The above description is only for the specific embodiments of the present invention, but the scope of the present invention is not limited thereto, and any person skilled in the art can easily think of the changes or substitutions within the technical scope of the present invention, and shall cover the scope of the present invention.
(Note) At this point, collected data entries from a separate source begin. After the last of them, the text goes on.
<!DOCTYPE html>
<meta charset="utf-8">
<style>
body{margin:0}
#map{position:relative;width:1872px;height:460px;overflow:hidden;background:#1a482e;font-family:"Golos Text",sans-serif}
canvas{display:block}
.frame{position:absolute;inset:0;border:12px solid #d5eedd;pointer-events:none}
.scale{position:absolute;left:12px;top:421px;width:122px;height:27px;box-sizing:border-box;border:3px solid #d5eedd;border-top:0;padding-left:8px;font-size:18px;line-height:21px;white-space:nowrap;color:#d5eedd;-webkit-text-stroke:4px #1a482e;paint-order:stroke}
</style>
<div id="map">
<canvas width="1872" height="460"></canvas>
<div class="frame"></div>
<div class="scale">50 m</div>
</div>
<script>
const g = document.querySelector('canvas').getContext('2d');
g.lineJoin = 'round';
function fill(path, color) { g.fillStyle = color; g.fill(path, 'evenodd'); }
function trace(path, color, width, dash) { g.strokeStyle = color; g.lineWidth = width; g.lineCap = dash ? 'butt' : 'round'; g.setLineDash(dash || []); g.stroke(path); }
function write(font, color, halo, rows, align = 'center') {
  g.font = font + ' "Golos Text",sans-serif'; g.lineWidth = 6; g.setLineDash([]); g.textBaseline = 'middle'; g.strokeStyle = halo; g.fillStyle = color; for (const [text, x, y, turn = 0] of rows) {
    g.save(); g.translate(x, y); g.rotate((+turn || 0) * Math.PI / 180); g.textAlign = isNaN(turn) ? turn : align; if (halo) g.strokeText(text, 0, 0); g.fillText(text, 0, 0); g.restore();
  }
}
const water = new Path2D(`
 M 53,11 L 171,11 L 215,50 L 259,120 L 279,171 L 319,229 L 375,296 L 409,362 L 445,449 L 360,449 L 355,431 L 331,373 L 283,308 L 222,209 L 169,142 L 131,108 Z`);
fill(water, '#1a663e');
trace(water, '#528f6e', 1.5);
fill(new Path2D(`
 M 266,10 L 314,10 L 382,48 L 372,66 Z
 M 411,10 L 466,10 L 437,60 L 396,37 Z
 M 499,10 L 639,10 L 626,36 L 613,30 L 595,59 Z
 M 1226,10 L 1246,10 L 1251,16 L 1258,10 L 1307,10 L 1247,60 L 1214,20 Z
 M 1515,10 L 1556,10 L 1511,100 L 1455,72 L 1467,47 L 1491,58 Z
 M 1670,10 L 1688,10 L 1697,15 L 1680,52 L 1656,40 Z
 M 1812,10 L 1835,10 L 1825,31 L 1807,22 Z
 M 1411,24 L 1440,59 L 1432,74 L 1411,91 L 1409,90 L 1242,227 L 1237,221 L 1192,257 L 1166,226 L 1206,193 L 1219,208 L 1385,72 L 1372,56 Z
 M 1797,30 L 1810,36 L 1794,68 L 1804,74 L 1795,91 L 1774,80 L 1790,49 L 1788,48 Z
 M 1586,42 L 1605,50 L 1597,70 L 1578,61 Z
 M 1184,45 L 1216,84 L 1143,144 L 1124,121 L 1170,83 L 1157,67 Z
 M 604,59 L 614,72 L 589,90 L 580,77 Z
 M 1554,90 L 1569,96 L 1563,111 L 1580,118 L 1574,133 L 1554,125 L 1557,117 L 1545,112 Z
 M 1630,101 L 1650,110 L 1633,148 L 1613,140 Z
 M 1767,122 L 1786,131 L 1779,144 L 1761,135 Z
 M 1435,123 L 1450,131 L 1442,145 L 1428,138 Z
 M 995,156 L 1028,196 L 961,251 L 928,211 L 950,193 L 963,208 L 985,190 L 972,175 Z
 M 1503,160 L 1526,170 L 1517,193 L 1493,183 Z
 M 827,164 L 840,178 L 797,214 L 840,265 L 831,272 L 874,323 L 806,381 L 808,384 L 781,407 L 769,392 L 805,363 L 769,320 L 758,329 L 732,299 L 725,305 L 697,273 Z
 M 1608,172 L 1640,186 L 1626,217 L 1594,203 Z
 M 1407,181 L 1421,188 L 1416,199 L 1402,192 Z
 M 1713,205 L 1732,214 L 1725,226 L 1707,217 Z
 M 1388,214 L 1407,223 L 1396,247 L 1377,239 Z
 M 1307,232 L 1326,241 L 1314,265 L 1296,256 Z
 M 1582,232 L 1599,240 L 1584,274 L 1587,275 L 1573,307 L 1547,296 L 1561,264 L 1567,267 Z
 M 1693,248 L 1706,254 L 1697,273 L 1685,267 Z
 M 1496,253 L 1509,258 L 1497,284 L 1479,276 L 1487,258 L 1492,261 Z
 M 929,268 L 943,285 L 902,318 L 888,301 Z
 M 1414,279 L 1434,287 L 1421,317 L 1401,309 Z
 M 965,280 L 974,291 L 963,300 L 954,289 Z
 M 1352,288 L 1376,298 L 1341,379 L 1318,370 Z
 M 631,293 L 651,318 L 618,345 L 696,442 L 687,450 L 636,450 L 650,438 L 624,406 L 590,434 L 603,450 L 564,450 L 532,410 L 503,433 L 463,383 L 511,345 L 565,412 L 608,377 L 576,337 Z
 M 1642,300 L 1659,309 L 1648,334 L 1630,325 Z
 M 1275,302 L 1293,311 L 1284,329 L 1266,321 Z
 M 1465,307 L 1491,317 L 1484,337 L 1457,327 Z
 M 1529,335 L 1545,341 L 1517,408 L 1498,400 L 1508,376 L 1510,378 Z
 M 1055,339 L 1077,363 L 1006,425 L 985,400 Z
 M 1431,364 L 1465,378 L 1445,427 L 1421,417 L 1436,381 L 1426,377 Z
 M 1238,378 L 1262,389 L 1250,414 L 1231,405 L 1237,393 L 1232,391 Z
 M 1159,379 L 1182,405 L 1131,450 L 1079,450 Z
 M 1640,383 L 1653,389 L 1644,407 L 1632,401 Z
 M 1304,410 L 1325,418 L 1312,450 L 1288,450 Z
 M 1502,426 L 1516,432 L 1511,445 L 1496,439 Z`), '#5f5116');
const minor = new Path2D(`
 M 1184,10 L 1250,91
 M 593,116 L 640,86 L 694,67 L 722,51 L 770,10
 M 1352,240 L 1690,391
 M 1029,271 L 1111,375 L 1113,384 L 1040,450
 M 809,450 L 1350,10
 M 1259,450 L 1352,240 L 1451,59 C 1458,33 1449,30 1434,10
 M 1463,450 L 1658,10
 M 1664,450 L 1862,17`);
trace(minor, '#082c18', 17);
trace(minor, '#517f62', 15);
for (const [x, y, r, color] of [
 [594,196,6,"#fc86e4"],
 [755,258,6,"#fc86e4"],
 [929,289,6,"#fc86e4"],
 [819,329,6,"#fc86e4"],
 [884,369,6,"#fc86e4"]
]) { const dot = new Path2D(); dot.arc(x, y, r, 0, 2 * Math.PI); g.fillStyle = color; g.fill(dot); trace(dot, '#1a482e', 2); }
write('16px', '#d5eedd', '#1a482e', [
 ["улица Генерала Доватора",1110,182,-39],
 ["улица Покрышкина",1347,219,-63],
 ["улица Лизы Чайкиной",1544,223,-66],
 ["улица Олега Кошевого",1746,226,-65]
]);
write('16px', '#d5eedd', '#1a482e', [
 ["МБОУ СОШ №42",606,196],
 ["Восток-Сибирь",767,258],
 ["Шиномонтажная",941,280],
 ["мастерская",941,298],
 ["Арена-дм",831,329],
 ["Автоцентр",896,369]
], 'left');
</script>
Therefore, the protection scope of the present invention shall be subject to the protection scope of the claims.

Claims

1. A synthesis process of carbofuran hapten, which is characterized by comprising the following steps:

2. The process for synthesizing carbofuran hapten according to claim 1, wherein in the step (1), the dianhydride is one of succinic anhydride, glutaric anhydride or adipic anhydride.

3. The process for synthesizing carbofuran hapten according to claim 1, wherein in the step (1), the solvent is pyridine.

4. The process for synthesizing carbofuran hapten according to claim 1, wherein in the step (1), the catalyst is one of 4-dimethylamino pyridine and 4-pyrrolidinyl pyridine.

5. The process for synthesizing carbofuran hapten according to claim 1, wherein the reaction temperature in the step (1) is 4-80 ℃.

6. The process for synthesizing carbofuran hapten as claimed in claim 5, wherein the reaction temperature is 56 ℃, and the reaction time is 5h.

7. The process for synthesizing carbofuran hapten as claimed in claim 1, wherein in the step (2), the mixed reaction solution is dried by nitrogen, and then extracted by precooled ultrapure water with the same volume at 4 ℃ to obtain the first water phase.

8. The process for synthesizing carbofuran hapten as claimed in claim 1, wherein in the step (3), the first aqueous phase is extracted by dichloromethane with the same volume to obtain a second aqueous phase, and then the second aqueous phase is dried by nitrogen to obtain the carbofuran hapten.

9. Carbofuran hapten obtained by the synthesis process of claim 1~8.